■ Stored items ■
>>>>

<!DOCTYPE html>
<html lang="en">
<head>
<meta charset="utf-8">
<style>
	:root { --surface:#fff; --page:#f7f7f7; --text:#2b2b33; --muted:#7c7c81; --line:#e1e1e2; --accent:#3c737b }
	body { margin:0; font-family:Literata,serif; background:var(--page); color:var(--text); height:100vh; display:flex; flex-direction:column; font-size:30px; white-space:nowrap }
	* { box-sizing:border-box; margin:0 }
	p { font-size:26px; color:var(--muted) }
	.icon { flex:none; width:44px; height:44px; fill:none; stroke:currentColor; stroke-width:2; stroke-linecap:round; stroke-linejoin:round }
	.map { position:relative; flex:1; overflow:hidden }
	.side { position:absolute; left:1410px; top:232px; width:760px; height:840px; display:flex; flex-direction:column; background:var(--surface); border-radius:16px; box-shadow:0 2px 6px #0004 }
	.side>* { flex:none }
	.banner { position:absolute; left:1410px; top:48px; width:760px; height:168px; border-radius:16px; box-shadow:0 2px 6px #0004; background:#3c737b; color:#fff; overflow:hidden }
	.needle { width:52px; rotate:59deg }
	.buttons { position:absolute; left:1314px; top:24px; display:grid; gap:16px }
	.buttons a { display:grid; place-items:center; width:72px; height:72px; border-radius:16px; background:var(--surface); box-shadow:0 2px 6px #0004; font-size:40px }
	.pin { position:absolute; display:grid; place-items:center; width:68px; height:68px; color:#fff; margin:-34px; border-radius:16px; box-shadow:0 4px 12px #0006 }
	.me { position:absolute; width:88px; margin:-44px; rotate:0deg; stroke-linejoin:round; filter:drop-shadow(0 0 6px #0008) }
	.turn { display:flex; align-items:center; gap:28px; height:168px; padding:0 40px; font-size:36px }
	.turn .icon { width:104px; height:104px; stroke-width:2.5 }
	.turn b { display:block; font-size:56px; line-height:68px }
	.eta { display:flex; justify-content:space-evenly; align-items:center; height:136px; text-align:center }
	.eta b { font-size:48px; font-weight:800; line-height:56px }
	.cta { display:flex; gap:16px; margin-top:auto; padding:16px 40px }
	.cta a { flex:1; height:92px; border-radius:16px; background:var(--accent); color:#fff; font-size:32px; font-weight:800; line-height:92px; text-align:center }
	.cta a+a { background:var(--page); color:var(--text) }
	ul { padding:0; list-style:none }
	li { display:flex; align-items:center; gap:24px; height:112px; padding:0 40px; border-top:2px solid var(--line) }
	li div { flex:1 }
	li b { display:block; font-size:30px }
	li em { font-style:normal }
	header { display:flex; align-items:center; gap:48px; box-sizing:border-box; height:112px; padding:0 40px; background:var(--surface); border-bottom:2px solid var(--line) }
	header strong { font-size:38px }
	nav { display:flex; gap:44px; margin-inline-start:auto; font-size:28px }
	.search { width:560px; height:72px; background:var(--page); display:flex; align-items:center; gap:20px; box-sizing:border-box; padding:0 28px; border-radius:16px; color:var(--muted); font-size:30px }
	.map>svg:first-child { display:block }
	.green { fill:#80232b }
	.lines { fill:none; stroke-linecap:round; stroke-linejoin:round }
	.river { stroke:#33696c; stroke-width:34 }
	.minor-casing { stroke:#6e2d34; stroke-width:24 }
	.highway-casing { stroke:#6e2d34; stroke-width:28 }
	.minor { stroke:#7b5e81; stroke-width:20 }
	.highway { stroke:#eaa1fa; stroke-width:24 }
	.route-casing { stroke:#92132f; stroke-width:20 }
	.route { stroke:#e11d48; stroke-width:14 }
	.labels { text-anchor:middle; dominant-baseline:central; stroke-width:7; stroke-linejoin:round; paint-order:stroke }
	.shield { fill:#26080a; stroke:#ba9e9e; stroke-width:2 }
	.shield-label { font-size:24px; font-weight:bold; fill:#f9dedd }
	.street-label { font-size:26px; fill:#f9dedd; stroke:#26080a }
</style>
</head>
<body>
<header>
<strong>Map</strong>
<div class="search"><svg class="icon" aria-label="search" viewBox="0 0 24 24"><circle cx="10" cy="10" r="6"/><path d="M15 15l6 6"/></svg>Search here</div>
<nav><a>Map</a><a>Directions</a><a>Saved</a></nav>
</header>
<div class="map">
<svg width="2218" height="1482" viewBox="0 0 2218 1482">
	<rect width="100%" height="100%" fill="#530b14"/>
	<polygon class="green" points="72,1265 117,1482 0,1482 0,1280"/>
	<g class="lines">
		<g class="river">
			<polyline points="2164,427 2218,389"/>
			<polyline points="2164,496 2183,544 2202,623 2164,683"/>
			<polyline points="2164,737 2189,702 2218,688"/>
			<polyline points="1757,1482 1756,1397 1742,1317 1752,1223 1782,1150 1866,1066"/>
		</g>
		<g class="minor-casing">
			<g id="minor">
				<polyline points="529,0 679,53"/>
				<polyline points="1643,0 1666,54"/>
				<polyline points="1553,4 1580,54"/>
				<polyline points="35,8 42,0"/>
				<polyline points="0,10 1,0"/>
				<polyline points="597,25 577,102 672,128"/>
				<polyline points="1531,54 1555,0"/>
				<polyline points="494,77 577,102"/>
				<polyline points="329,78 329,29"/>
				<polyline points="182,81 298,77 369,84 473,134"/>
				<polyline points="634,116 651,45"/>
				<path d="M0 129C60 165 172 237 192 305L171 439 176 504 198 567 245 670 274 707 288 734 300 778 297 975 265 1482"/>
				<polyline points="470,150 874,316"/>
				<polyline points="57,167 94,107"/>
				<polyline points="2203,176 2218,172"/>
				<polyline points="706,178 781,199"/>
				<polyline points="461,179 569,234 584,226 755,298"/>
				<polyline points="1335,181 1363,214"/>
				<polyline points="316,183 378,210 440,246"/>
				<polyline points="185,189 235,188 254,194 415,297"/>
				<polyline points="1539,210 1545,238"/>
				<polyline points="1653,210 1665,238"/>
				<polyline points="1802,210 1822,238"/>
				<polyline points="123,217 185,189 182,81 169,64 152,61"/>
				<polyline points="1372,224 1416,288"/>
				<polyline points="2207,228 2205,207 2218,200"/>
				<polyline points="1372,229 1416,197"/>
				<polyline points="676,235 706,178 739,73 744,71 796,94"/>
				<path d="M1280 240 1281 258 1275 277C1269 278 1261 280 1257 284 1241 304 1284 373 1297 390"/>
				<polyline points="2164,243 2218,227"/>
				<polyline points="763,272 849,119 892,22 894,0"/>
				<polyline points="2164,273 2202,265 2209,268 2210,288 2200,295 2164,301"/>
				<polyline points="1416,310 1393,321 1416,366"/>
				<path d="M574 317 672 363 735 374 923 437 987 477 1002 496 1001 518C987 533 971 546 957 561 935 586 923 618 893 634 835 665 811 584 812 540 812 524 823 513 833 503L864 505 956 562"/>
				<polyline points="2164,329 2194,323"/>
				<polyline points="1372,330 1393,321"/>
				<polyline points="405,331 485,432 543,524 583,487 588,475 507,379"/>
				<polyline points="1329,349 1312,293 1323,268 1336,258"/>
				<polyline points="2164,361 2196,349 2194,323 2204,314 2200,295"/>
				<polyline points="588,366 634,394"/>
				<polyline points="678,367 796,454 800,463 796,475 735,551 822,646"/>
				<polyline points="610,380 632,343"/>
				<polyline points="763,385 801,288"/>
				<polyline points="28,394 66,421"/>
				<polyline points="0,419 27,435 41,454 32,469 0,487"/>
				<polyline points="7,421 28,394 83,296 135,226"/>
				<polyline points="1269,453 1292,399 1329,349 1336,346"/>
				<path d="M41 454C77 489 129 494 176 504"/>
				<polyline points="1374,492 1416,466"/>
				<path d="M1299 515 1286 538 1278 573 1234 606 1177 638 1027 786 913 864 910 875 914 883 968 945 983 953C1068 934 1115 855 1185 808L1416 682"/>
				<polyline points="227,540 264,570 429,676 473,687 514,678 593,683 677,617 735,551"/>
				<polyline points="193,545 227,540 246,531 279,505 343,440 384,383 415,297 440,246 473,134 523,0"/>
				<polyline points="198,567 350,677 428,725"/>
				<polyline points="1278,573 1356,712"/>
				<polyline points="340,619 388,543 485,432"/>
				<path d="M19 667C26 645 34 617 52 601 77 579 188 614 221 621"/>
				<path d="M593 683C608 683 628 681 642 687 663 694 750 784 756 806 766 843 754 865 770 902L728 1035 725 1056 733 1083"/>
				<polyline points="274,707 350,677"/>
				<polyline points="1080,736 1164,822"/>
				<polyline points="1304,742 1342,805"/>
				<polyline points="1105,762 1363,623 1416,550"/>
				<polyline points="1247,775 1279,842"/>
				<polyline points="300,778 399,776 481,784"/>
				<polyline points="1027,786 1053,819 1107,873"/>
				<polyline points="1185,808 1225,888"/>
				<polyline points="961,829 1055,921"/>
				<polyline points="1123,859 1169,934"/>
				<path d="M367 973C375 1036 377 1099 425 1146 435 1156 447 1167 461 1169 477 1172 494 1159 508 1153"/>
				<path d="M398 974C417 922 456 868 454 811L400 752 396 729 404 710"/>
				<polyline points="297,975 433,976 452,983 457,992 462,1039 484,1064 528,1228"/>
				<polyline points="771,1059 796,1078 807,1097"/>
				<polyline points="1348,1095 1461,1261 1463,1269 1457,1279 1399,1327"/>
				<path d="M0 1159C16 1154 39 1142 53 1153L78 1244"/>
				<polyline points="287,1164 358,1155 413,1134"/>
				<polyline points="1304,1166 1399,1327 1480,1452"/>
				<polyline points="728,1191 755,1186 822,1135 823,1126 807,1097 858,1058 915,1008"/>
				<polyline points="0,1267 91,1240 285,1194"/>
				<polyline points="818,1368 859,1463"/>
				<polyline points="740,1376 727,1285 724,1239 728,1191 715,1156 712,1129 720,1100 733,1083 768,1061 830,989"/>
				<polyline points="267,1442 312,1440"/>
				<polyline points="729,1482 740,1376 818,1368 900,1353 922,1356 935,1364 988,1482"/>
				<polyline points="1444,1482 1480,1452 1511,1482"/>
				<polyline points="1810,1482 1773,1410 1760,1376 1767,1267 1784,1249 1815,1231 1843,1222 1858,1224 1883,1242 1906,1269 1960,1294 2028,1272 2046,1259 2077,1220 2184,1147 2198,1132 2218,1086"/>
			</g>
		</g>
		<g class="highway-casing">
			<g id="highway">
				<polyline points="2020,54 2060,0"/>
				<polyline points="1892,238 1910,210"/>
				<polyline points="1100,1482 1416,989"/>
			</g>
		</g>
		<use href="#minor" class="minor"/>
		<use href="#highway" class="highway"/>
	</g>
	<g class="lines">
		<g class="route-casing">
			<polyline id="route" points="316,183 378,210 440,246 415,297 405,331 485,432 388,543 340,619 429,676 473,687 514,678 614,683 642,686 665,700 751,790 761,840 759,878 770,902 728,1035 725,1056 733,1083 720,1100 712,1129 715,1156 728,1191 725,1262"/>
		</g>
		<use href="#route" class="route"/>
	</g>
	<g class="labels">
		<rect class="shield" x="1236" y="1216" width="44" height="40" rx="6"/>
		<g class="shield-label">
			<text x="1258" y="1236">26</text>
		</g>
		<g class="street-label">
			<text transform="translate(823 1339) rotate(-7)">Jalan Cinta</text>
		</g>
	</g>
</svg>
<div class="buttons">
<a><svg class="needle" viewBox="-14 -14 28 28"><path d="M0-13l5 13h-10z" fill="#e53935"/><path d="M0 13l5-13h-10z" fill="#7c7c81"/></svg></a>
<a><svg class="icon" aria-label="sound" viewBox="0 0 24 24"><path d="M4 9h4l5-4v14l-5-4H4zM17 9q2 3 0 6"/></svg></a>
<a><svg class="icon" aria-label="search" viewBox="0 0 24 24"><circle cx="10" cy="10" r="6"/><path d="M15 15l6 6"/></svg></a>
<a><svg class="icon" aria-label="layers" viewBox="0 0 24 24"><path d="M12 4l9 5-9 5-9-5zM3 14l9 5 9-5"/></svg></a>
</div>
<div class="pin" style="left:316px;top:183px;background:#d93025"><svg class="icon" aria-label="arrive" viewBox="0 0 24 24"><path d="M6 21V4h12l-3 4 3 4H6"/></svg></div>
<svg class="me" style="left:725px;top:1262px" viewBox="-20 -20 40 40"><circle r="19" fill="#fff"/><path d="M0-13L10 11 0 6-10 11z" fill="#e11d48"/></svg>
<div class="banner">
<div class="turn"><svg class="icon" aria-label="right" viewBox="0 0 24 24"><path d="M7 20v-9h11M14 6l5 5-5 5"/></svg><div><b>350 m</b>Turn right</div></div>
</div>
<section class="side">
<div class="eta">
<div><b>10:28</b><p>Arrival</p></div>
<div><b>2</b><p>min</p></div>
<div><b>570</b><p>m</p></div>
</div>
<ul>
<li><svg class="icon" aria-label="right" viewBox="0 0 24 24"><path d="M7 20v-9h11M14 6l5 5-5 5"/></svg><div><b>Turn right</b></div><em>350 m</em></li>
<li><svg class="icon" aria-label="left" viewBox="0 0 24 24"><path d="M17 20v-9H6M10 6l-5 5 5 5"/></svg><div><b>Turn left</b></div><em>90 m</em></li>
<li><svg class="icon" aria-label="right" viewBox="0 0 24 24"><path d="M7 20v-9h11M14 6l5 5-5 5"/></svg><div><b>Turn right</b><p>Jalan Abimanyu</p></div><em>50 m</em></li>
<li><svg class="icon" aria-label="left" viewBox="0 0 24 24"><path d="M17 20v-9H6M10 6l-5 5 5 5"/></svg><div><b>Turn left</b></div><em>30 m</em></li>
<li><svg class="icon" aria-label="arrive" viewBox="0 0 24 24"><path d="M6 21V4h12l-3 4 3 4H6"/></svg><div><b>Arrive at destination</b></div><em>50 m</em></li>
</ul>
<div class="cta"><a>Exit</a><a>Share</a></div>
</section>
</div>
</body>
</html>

<<<<

■ BRIEF ■
Your answer should hold every line of the entries that contains the string "shadow".

■ RESPONSE FOR THIS EXERCISE ■
	.side { position:absolute; left:1410px; top:232px; width:760px; height:840px; display:flex; flex-direction:column; background:var(--surface); border-radius:16px; box-shadow:0 2px 6px #0004 }
	.banner { position:absolute; left:1410px; top:48px; width:760px; height:168px; border-radius:16px; box-shadow:0 2px 6px #0004; background:#3c737b; color:#fff; overflow:hidden }
	.buttons a { display:grid; place-items:center; width:72px; height:72px; border-radius:16px; background:var(--surface); box-shadow:0 2px 6px #0004; font-size:40px }
	.pin { position:absolute; display:grid; place-items:center; width:68px; height:68px; color:#fff; margin:-34px; border-radius:16px; box-shadow:0 4px 12px #0006 }
	.me { position:absolute; width:88px; margin:-44px; rotate:0deg; stroke-linejoin:round; filter:drop-shadow(0 0 6px #0008) }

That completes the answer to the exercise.